Try it:
The answer must consist of every line in the data below that holds the word "rows".

Information supplied:
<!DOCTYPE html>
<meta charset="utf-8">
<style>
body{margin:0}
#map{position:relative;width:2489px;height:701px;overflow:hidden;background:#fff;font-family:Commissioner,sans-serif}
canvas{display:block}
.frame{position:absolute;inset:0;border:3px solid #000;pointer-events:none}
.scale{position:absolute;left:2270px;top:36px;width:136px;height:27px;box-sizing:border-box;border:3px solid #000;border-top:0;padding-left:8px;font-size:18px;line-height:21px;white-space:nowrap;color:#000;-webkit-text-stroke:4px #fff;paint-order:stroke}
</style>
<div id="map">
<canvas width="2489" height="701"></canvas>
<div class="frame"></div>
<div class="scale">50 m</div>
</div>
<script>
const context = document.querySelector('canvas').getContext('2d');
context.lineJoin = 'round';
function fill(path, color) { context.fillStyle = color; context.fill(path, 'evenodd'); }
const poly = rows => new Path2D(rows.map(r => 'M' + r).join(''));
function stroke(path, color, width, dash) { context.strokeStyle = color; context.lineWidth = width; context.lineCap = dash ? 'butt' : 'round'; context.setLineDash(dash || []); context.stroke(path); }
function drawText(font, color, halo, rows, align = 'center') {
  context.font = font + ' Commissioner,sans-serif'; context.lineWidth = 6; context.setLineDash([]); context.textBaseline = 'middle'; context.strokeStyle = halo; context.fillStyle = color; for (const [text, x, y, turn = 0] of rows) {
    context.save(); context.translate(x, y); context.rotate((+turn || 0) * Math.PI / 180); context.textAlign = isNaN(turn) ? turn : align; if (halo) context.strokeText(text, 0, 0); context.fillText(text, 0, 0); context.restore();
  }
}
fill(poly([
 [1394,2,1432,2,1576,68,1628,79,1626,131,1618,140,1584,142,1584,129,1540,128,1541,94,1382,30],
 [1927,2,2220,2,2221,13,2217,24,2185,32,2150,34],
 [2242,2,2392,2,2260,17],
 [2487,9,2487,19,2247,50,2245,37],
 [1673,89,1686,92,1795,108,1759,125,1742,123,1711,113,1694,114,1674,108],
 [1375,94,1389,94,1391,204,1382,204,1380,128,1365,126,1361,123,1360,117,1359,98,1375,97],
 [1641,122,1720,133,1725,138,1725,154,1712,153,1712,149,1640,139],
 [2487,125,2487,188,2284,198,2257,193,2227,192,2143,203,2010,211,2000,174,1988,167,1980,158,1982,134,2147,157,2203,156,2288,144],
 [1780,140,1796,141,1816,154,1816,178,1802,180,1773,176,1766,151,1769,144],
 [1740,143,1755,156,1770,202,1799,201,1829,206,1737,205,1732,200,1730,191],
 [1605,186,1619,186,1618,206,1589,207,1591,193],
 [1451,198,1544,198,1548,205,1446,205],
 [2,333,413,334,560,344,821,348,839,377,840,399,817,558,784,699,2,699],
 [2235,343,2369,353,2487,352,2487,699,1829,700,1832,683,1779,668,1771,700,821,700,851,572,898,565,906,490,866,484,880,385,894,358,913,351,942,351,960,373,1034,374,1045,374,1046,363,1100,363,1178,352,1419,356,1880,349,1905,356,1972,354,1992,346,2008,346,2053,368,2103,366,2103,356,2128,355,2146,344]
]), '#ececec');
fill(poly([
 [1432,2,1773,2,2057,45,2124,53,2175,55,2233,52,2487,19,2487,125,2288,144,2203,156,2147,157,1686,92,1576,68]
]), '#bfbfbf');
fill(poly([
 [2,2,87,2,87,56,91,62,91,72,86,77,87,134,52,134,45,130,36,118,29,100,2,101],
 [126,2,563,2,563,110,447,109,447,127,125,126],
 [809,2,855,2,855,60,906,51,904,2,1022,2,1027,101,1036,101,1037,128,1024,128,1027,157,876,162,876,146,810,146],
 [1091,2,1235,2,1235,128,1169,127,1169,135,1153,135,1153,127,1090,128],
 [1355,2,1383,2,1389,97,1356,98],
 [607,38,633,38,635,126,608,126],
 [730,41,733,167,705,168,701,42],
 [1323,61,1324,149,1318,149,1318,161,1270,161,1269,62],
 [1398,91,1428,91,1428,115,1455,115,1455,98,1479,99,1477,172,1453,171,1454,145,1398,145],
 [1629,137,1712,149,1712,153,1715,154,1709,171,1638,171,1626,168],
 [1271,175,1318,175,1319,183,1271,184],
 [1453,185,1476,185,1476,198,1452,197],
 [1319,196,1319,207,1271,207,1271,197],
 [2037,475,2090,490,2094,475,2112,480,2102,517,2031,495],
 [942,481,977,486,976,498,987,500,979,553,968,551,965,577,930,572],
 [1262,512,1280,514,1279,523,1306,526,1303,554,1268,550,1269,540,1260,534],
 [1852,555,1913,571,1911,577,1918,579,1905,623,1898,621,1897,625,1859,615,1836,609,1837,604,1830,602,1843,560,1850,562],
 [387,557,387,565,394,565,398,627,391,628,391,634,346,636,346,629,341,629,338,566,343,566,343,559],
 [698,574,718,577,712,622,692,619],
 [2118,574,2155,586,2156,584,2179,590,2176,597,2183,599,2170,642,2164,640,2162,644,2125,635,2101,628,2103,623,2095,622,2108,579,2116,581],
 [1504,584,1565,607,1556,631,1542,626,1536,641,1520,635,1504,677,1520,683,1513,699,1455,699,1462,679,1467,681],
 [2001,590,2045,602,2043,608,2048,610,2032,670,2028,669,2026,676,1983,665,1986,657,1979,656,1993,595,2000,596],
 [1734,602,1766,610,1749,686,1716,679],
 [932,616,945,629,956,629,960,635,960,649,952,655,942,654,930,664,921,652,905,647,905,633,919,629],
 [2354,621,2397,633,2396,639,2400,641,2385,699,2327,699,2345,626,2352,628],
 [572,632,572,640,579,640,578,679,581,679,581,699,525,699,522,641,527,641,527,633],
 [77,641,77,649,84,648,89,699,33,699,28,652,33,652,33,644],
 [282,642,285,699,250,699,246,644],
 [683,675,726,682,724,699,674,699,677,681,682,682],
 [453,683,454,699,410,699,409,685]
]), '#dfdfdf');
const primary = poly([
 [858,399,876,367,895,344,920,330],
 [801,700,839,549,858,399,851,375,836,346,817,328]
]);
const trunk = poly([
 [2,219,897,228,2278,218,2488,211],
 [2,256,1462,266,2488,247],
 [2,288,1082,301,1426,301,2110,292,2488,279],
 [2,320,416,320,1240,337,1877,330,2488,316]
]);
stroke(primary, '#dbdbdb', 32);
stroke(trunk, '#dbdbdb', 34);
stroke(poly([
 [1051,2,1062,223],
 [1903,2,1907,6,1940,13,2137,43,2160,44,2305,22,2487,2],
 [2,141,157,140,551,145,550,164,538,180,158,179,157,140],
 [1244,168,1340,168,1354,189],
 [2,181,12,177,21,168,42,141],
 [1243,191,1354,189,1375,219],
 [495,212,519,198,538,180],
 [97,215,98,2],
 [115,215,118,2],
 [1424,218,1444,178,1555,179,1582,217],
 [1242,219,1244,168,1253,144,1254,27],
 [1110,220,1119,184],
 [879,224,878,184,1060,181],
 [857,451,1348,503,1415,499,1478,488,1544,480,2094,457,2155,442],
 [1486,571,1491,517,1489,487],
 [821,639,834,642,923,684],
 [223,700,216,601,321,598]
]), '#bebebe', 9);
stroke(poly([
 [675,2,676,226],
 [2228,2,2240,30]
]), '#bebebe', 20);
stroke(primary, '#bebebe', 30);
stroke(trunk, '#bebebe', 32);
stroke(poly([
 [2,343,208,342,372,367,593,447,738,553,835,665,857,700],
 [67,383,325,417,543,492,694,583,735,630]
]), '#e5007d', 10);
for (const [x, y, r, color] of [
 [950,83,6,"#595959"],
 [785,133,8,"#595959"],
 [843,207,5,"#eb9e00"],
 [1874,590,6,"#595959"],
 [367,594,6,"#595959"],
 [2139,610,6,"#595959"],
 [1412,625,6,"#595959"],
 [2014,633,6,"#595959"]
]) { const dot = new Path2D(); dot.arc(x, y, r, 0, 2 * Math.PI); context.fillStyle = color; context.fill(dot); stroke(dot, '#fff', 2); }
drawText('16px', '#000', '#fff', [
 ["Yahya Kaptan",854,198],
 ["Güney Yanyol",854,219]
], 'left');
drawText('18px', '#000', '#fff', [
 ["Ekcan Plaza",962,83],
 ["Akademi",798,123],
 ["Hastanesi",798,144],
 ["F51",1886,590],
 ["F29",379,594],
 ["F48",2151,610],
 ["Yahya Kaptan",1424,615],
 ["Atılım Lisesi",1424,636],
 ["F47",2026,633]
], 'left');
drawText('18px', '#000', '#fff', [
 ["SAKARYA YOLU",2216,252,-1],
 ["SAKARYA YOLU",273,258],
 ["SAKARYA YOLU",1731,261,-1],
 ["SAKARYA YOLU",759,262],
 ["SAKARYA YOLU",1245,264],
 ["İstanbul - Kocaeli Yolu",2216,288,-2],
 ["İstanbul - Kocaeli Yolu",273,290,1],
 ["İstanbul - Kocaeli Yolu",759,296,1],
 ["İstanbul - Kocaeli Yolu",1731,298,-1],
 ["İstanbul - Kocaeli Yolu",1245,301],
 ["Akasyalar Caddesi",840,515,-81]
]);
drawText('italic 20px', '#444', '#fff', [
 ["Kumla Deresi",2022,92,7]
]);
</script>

Task result:
const poly = rows => new Path2D(rows.map(r => 'M' + r).join(''));
function drawText(font, color, halo, rows, align = 'center') {
  context.font = font + ' Commissioner,sans-serif'; context.lineWidth = 6; context.setLineDash([]); context.textBaseline = 'middle'; context.strokeStyle = halo; context.fillStyle = color; for (const [text, x, y, turn = 0] of rows) {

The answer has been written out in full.